Flume Spooling Directory Source has no ability for deleting ignored files. It deletes immediatly/never only processed file(s).
There are three way to produce a solution for this problem.
First, you can fix the problem explicitly (with shell script or any other small program which can be find the file which have ignored pattern and delete it). In my opinion it is not a good way to do it.
Second, you can write your own custom spooling directory source with implementing the Flume Source Interface. It requires a lot of effort and a hard challenge for this kind of small problem.

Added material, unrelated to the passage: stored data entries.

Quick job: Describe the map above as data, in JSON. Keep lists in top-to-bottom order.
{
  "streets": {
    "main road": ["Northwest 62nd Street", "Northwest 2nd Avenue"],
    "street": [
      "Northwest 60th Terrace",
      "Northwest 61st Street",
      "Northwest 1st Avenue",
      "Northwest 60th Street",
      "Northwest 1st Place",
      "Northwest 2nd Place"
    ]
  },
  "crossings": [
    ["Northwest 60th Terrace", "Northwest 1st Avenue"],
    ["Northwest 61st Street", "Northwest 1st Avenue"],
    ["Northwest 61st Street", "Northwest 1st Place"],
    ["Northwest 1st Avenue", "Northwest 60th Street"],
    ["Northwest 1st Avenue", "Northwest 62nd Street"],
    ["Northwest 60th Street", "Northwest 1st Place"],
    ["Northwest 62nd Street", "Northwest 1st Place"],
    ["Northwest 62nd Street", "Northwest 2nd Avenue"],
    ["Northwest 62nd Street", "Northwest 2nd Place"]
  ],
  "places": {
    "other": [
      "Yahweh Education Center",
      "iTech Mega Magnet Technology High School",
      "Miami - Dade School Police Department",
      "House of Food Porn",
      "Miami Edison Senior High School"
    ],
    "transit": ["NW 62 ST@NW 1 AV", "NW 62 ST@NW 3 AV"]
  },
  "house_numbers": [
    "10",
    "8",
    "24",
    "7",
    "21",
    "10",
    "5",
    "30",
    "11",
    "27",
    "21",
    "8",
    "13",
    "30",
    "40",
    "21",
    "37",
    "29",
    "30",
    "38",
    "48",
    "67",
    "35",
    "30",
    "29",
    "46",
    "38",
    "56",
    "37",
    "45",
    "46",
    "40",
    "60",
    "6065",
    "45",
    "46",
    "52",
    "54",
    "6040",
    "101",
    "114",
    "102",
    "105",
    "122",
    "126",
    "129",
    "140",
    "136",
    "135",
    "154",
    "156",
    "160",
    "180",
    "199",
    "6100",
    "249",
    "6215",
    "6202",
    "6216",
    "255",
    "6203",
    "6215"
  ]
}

Third, abusive solution, you can use Morphline Interceptor. Morphline interceptor is mentioned in this part of the Flume User Guide. Also you may want to take a look at Morphline Reference
Interceptors get the event from source, do some process, and finally forward it to the channel as you know.

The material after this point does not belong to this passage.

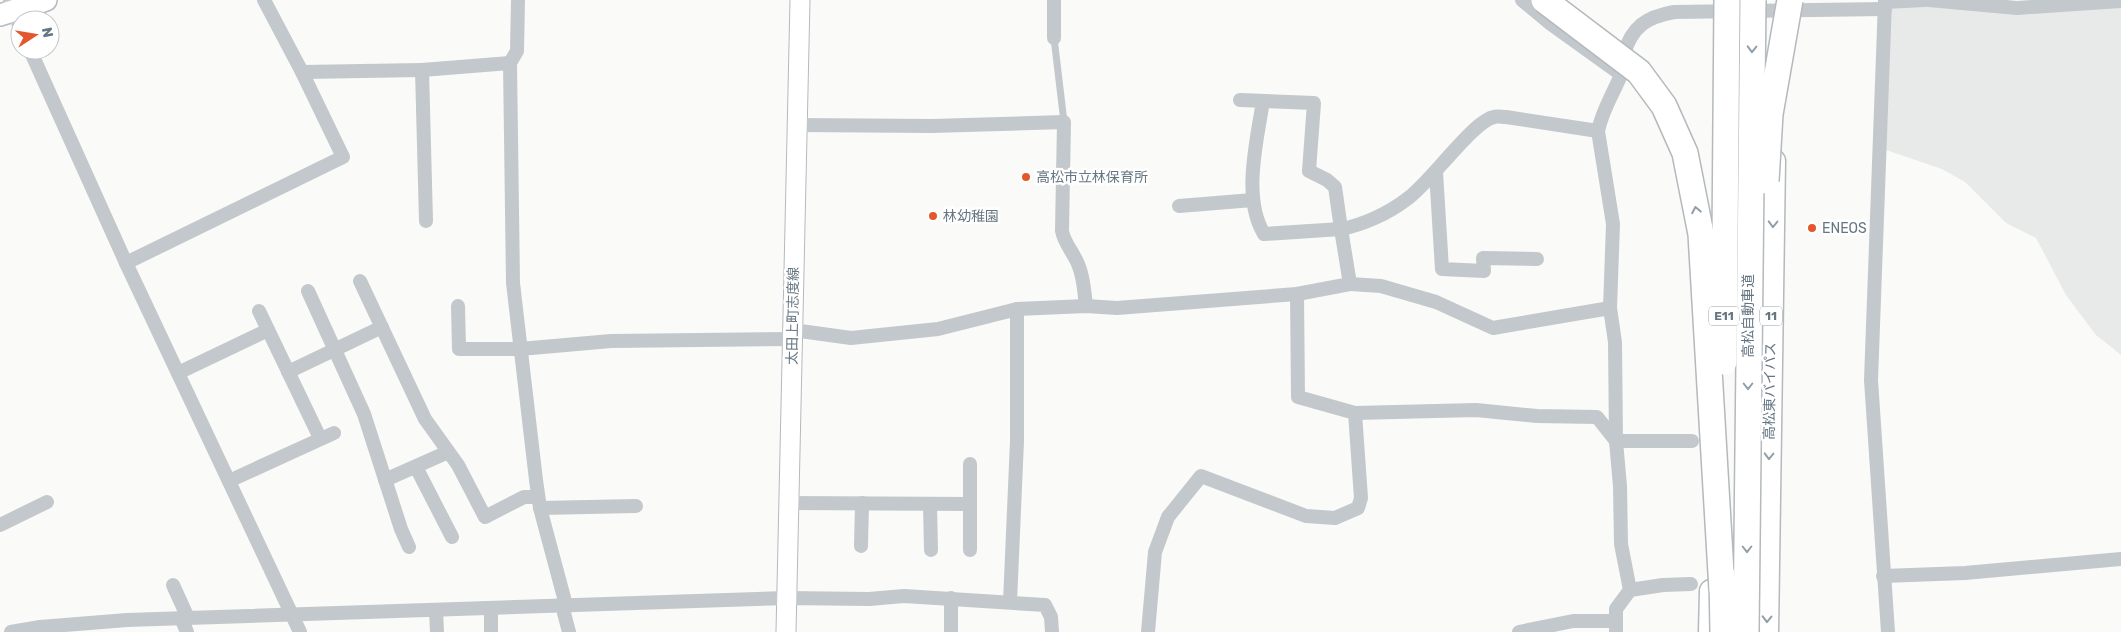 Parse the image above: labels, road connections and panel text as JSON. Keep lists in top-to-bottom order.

If you choose the third solution you have to use kite-sdk for to do this. You have to add the Cloudera's Kite Morphlines Core dependency to your FLUME_CLASSPATH using flume-env.sh or simply add the jar in $APACHE_FLUME_HOME/lib
In this solution, your example Flume configuration will be:
a1.channels = ch-1
a1.sources = src-1
a1.sinks = k1
a1.sources.src-1.interceptors = morph
a1.sources.src-1.type = spooldir
a1.sources.src-1.channels = ch-1
a1.sources.src-1.spoolDir = /spool/dir
a1.sources.src-1.fileHeader = true
a1.sources.src-1.ignoredPattern = 'whatever'
a1.sources.src-1.interceptors.morph.type = org.apache.flume.sink.solr.morphline.MorphlineInterceptor$Builder
a1.sources.src-1.interceptors.morph.morphlineFile = /etc/flume-ng/conf/morphline.conf
a1.sources.src-1.interceptors.morph.morphlineId = morphline1
a1.sinks.k1.type = file_roll
a1.sinks.k1.channel = ch-1
a1.sinks.k1.sink.directory = /roll/dir
Then you can create a custom morphline interceptor file as $APACHE_FLUME_HOME/conf/morphline.conf
In this conf file you can process what if you want, just be careful about the record object is returned to the child process.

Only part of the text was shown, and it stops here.